Kári Gíslason was born a secret. The love child of an Australian secretary and a married Icelandic man, he grew up understanding that his father’s identity must never be revealed. Shuttled back and forth between Australia, England and Iceland, Kári decided, at the age of 27, to defy his father’s plea for anonymity, and travelled to Iceland to introduce himself to the half-siblings and family he had never known. What led him to this decision, and what followed, is an engrossing account of love, cultural difference, and what it is to yearn for heima (to be at home).
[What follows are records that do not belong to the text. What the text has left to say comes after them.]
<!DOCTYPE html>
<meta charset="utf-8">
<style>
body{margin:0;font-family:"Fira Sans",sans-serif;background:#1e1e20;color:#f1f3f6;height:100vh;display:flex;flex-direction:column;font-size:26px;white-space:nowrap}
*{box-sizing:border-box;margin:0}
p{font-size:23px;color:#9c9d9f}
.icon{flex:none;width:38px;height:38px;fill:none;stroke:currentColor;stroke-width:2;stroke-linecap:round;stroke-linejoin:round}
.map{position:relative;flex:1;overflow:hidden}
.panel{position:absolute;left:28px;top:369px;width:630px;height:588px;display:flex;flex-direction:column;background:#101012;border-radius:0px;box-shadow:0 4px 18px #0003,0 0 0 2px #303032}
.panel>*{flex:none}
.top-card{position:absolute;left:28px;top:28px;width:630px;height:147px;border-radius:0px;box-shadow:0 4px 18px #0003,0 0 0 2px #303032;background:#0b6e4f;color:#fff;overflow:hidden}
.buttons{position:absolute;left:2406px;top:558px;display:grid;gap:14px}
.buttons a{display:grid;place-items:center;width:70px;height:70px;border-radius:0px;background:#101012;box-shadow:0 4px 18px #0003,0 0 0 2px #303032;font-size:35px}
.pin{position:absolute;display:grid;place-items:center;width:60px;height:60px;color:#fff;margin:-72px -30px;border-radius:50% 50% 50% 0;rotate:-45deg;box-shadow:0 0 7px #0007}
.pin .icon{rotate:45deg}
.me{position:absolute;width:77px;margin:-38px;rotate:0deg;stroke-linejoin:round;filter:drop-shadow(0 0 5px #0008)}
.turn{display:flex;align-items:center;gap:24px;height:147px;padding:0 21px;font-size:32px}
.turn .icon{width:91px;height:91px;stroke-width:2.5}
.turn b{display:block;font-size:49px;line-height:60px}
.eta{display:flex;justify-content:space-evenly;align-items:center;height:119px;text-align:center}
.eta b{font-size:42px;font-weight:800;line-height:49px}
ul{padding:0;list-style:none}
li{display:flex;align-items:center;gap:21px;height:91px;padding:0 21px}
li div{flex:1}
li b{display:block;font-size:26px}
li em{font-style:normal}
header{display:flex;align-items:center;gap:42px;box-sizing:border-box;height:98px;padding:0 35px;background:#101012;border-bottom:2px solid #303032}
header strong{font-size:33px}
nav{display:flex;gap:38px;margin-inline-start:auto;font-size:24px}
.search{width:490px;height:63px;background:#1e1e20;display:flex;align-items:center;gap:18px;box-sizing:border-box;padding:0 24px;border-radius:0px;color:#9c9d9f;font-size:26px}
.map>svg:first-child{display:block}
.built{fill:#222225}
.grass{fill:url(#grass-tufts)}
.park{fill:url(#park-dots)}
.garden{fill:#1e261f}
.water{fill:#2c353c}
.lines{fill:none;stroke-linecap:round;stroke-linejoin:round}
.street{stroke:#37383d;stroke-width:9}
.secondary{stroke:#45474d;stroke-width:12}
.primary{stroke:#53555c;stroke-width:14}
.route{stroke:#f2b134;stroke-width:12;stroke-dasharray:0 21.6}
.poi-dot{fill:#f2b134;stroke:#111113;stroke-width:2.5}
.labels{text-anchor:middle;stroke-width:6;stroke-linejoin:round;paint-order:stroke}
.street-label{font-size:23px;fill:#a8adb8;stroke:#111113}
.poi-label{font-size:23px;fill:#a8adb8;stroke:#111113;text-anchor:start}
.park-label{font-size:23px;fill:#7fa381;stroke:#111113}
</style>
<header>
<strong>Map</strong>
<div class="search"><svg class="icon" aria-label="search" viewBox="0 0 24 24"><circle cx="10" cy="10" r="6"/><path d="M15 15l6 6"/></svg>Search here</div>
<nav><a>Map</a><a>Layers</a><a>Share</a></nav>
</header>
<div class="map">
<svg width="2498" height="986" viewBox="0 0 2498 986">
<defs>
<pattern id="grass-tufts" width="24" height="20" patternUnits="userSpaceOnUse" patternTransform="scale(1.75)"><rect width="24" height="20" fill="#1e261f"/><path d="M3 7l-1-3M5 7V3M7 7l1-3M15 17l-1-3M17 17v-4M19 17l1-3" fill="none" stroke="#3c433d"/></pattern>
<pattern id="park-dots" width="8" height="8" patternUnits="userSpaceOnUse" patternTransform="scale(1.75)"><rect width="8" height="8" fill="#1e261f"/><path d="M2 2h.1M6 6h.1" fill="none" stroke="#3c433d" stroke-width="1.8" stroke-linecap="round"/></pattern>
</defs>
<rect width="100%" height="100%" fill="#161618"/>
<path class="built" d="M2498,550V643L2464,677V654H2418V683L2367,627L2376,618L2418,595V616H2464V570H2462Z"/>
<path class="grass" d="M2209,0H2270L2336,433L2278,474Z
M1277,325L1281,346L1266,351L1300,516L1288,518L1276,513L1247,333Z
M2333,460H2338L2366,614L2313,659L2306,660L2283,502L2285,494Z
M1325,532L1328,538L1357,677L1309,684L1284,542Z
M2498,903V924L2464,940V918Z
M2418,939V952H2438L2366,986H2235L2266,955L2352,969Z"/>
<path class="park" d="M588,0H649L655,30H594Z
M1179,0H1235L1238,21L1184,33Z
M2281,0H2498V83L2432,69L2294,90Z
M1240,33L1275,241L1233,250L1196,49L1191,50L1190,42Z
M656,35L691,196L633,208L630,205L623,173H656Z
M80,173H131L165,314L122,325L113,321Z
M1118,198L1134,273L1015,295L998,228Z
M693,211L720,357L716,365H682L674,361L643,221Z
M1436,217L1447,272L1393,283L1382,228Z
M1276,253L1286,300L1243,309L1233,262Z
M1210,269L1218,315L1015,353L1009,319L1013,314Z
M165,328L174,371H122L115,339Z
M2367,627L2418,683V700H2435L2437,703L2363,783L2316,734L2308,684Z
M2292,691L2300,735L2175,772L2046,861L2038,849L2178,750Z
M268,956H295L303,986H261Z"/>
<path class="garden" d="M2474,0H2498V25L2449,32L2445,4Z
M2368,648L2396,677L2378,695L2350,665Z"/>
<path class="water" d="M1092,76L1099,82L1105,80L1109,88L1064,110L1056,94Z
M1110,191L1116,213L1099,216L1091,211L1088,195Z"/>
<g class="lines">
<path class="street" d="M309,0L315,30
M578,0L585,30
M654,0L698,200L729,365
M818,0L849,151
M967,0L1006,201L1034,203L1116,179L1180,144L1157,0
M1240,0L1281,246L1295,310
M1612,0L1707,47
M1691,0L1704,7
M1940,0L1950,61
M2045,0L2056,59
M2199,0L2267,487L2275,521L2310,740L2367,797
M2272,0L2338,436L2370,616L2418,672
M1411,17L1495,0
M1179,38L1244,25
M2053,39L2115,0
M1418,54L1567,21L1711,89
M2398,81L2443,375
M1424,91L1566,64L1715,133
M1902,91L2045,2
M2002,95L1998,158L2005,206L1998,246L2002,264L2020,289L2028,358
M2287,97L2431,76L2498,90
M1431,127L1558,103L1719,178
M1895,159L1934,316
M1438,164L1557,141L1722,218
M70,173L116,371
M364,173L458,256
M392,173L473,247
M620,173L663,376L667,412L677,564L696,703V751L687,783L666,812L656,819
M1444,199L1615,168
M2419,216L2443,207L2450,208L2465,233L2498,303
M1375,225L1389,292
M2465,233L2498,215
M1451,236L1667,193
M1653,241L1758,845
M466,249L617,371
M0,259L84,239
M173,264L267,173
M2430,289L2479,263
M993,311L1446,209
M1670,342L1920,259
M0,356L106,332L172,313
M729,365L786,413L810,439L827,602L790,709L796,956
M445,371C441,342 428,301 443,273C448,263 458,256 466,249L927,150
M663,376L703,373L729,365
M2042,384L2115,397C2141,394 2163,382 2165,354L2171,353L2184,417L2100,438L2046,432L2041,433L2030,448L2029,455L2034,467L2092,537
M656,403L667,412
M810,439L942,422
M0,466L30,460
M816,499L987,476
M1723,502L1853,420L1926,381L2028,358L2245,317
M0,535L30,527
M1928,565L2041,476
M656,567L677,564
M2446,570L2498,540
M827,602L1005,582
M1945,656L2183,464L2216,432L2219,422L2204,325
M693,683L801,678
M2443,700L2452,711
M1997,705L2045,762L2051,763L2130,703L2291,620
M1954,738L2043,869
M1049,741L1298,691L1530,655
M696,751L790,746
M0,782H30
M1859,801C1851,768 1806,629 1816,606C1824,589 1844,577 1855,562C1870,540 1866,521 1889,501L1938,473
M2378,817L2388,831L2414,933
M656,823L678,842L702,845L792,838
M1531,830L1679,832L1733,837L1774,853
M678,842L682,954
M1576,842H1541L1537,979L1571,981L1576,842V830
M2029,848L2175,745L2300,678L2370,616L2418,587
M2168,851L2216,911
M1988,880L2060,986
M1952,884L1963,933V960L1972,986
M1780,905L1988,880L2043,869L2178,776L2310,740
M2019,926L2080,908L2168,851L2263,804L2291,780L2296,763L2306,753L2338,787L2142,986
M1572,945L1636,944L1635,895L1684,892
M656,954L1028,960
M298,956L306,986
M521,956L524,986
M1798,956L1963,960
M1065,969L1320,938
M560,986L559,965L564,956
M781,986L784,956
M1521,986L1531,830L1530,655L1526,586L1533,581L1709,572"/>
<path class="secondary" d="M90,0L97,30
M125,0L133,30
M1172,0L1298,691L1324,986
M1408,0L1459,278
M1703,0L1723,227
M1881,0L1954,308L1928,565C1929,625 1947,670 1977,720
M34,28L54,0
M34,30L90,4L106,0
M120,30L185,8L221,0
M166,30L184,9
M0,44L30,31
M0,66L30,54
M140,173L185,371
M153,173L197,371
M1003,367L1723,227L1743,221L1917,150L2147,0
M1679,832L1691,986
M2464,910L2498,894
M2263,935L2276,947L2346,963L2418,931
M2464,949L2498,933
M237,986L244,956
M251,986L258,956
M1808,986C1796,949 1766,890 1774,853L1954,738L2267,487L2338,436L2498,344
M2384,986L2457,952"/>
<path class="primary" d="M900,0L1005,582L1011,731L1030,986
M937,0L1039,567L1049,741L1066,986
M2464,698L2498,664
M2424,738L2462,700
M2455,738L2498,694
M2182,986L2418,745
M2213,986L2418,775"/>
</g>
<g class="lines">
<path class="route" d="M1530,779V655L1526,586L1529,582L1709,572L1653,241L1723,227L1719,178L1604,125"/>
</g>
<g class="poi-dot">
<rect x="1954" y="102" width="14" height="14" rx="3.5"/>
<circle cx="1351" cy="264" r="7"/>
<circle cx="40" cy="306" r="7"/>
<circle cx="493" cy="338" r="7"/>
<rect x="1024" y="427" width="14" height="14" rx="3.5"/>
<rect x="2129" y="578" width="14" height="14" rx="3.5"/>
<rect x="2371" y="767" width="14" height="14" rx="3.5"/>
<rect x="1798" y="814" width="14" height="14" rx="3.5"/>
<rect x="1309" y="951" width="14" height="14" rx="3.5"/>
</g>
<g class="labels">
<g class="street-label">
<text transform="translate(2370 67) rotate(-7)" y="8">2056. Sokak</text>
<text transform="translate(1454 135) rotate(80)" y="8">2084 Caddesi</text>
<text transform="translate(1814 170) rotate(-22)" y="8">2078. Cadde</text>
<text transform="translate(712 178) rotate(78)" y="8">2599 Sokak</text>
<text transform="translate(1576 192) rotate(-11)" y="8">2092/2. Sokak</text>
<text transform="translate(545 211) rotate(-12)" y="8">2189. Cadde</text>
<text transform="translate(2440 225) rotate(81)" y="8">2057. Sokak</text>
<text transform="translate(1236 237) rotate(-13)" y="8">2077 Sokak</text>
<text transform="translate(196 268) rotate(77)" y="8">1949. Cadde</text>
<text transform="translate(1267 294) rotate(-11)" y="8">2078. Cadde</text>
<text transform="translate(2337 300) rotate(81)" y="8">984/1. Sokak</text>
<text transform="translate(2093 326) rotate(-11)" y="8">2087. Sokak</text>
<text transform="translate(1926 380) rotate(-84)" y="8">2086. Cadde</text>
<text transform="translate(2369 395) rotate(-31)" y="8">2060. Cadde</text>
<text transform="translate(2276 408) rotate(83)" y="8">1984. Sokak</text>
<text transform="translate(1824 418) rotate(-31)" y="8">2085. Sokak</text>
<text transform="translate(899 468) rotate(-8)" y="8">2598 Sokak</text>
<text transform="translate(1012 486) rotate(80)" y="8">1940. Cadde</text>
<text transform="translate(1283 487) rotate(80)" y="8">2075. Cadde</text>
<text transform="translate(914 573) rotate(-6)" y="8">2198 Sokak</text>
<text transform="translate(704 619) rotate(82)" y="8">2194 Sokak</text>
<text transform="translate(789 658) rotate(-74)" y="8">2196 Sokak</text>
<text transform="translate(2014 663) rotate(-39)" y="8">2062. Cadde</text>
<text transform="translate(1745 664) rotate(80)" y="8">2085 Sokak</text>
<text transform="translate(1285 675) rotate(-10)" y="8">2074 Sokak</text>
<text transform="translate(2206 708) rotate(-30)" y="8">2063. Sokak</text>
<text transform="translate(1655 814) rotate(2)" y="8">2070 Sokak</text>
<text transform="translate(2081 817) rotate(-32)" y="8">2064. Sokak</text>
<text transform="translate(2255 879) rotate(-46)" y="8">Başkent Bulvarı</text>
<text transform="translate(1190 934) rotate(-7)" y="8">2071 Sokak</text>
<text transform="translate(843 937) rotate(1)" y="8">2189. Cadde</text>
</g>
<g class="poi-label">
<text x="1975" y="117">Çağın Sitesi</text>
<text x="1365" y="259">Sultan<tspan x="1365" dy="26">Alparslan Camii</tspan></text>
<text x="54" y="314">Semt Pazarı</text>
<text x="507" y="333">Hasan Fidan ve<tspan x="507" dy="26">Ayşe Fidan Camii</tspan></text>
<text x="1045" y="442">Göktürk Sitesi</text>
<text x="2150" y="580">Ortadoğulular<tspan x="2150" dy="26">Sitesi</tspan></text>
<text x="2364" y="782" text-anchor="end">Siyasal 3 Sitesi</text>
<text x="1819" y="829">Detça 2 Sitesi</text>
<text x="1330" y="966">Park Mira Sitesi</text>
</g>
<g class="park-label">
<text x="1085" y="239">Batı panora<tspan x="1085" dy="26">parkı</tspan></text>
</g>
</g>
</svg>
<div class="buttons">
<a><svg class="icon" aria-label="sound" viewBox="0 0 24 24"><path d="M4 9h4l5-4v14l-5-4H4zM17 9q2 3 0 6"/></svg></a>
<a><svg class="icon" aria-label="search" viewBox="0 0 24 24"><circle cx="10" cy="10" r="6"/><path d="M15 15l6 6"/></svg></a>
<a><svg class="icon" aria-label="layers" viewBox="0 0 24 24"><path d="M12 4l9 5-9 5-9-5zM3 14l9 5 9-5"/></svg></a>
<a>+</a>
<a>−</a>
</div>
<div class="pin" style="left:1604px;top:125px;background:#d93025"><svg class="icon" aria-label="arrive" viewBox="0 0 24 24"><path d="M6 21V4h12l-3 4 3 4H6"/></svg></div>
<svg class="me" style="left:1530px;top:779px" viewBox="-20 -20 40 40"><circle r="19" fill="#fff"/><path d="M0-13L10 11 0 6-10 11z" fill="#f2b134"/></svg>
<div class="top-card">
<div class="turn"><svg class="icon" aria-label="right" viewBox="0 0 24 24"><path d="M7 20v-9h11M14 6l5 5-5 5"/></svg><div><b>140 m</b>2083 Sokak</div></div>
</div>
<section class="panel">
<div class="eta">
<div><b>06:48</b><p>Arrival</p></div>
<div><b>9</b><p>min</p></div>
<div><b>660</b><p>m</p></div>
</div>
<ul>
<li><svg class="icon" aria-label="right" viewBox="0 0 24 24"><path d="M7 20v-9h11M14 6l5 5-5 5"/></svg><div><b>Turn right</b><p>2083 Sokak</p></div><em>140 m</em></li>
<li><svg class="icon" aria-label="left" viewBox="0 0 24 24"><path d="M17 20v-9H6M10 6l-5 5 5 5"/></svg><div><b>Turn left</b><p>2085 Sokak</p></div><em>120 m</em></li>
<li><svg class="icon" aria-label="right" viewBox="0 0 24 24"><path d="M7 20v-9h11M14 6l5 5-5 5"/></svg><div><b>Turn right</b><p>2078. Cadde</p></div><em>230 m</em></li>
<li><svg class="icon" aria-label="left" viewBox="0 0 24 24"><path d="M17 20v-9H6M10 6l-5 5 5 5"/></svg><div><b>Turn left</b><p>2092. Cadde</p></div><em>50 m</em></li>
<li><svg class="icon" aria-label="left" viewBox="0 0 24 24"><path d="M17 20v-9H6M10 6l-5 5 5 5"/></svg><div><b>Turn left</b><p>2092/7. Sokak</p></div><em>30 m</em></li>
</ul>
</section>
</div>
Kári’s search for his father’s acknowledgement provides the narrative structure of this memoir, but the true delight of this book lies in Kári’s consideration of Iceland, Icelanders and their ‘specialisation in the painful love of one’s country’. Falling ‘hopelessly in love’ with Iceland himself, Kári sees in the small Nordic island the possibility of belonging; it is a substitute for his elusive father. He writes with an intrinsic understanding of what makes Iceland so winsome and beguiling, and his observations on the quirks of Icelanders are spot-on: their hostility to strangers, their desire for independence, their self-reliance and their inexplicable, powerful nostalgia for their homeland: ‘You could be homesick even when you were home.’

This is one of the better kinds of memoir – one in which the author is not only reflective, but also reflexive. Kári demonstrates an awareness of the fallibility of memory, of subjectivity, and his own shortcomings as a writer and son. He is an undoubted Icelandophile, but there is little fawning – his prose is direct but unhurried, and demonstrates those qualities he attributes to the Icelanders: self-deprecatory wit, profundity and a prying inquisitiveness into the lives of others.

Hannah Kent is deputy editor of Kill Your Darlings. She is currently writing a historical novel based in Iceland.